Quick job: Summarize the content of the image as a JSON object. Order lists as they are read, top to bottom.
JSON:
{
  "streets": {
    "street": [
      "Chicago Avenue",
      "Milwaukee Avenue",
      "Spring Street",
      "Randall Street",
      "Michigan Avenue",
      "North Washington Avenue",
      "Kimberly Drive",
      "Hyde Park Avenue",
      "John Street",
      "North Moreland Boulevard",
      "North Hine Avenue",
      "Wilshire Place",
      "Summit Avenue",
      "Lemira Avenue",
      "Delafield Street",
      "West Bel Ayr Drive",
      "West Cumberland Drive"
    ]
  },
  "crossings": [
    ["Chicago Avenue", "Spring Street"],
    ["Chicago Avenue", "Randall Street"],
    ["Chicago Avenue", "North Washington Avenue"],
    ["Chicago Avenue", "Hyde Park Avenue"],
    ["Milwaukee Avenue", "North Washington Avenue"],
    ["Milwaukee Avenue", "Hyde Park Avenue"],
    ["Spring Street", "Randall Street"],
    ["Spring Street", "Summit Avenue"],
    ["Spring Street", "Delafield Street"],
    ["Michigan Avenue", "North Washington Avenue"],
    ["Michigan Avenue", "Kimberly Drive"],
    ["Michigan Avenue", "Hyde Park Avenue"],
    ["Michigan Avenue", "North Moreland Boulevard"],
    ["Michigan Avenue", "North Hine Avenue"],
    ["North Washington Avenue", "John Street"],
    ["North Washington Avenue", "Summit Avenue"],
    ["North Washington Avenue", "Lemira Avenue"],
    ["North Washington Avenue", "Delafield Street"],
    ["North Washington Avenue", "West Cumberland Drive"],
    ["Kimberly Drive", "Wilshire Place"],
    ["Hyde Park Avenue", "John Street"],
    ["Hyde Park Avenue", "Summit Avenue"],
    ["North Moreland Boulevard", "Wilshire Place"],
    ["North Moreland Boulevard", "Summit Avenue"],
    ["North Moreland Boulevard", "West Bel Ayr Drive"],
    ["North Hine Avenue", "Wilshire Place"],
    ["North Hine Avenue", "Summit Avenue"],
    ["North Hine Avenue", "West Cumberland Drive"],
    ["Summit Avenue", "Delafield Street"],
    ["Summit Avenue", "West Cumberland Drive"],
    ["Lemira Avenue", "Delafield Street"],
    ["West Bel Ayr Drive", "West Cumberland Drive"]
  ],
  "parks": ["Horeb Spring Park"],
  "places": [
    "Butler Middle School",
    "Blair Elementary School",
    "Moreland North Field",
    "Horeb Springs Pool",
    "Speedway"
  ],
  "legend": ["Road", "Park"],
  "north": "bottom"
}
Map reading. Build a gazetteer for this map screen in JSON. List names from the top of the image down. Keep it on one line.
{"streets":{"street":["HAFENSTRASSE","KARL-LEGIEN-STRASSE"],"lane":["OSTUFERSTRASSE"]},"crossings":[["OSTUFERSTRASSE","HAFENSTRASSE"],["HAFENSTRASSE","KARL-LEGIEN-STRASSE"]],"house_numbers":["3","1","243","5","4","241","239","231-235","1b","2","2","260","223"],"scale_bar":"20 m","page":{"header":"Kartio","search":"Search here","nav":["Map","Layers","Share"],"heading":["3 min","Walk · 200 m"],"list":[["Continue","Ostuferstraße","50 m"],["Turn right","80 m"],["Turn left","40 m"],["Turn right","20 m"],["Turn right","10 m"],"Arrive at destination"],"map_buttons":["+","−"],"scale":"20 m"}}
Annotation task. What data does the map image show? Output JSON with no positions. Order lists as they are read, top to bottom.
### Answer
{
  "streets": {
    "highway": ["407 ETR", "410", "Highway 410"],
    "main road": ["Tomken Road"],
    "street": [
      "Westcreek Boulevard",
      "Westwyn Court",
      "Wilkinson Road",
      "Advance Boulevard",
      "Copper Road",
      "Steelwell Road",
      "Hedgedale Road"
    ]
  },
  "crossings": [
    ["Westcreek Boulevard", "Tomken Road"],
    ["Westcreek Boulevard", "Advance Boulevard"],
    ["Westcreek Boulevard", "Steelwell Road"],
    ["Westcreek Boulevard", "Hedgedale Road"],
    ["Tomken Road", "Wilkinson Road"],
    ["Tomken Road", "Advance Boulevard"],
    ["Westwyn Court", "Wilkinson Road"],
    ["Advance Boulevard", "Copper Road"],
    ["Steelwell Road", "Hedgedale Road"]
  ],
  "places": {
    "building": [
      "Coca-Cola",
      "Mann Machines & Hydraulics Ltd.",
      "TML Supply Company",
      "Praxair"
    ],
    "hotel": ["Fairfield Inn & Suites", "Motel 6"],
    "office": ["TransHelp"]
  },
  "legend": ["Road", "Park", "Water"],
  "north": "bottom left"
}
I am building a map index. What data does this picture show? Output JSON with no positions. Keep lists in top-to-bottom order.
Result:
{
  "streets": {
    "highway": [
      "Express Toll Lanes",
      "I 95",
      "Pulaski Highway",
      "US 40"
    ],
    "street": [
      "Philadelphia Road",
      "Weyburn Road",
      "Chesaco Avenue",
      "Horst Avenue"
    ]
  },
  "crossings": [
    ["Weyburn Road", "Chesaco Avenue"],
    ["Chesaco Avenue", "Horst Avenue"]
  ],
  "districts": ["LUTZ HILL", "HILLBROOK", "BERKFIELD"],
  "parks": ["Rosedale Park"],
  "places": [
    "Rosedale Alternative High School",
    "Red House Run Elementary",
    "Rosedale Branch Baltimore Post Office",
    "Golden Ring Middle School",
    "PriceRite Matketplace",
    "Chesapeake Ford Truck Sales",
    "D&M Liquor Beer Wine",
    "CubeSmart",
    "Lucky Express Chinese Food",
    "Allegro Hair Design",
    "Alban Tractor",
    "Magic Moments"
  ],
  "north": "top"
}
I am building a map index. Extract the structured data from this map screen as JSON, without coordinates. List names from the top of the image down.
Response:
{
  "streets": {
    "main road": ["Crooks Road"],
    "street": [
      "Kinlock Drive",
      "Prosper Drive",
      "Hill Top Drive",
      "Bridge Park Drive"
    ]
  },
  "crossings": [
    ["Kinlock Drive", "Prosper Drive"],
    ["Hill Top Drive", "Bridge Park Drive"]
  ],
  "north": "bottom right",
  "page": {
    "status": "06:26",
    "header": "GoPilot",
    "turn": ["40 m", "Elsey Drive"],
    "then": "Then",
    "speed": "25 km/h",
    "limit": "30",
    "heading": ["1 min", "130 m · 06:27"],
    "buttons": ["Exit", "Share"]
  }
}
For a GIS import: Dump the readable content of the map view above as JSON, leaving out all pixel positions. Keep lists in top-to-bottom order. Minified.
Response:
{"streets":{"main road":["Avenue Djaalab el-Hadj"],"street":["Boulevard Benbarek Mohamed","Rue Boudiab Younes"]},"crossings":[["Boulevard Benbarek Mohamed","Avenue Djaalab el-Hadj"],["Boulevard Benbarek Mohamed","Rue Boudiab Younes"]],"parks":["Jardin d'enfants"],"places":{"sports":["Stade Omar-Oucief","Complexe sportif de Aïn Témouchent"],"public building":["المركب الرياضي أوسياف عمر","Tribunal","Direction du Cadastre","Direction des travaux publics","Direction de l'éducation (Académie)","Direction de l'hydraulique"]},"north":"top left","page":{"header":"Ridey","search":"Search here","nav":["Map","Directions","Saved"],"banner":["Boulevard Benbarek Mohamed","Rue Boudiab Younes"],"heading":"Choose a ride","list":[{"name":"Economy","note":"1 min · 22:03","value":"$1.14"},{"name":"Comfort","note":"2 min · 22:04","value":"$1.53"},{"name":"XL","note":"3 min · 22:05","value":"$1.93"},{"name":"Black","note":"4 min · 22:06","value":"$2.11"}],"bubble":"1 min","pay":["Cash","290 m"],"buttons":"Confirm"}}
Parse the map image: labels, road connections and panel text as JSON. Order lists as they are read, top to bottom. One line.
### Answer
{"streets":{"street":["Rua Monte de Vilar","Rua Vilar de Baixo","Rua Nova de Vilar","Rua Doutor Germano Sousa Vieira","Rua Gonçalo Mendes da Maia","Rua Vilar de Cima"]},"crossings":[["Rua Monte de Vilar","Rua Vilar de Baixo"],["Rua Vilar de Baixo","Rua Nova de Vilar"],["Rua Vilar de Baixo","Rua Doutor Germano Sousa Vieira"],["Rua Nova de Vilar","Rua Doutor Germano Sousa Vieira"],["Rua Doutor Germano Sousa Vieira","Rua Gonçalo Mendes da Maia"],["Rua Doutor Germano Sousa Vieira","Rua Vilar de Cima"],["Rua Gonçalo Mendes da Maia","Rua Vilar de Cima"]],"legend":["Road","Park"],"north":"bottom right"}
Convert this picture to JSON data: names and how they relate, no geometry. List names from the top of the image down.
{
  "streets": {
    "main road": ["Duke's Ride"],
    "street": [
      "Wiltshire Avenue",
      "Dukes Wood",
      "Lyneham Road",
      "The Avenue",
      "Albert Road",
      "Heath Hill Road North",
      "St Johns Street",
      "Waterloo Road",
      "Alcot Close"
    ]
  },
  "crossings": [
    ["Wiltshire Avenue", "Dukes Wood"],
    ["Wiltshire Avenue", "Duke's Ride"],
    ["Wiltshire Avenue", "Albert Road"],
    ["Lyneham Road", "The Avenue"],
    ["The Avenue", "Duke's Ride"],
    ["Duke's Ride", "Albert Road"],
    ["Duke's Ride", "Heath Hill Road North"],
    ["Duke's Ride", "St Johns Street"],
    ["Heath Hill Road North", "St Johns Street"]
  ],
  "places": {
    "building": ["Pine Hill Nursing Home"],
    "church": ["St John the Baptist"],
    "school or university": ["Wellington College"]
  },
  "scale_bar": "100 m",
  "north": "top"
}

### Task directions
Print, from the entries above, the line with "Map reading. Build", the line with "Annotation task. What" and all lines between them, exactly and with nothing else.

### Problem solution
Map reading. Build a gazetteer for this map screen in JSON. List names from the top of the image down. Keep it on one line.
{"streets":{"street":["HAFENSTRASSE","KARL-LEGIEN-STRASSE"],"lane":["OSTUFERSTRASSE"]},"crossings":[["OSTUFERSTRASSE","HAFENSTRASSE"],["HAFENSTRASSE","KARL-LEGIEN-STRASSE"]],"house_numbers":["3","1","243","5","4","241","239","231-235","1b","2","2","260","223"],"scale_bar":"20 m","page":{"header":"Kartio","search":"Search here","nav":["Map","Layers","Share"],"heading":["3 min","Walk · 200 m"],"list":[["Continue","Ostuferstraße","50 m"],["Turn right","80 m"],["Turn left","40 m"],["Turn right","20 m"],["Turn right","10 m"],"Arrive at destination"],"map_buttons":["+","−"],"scale":"20 m"}}
Annotation task. What data does the map image show? Output JSON with no positions. Order lists as they are read, top to bottom.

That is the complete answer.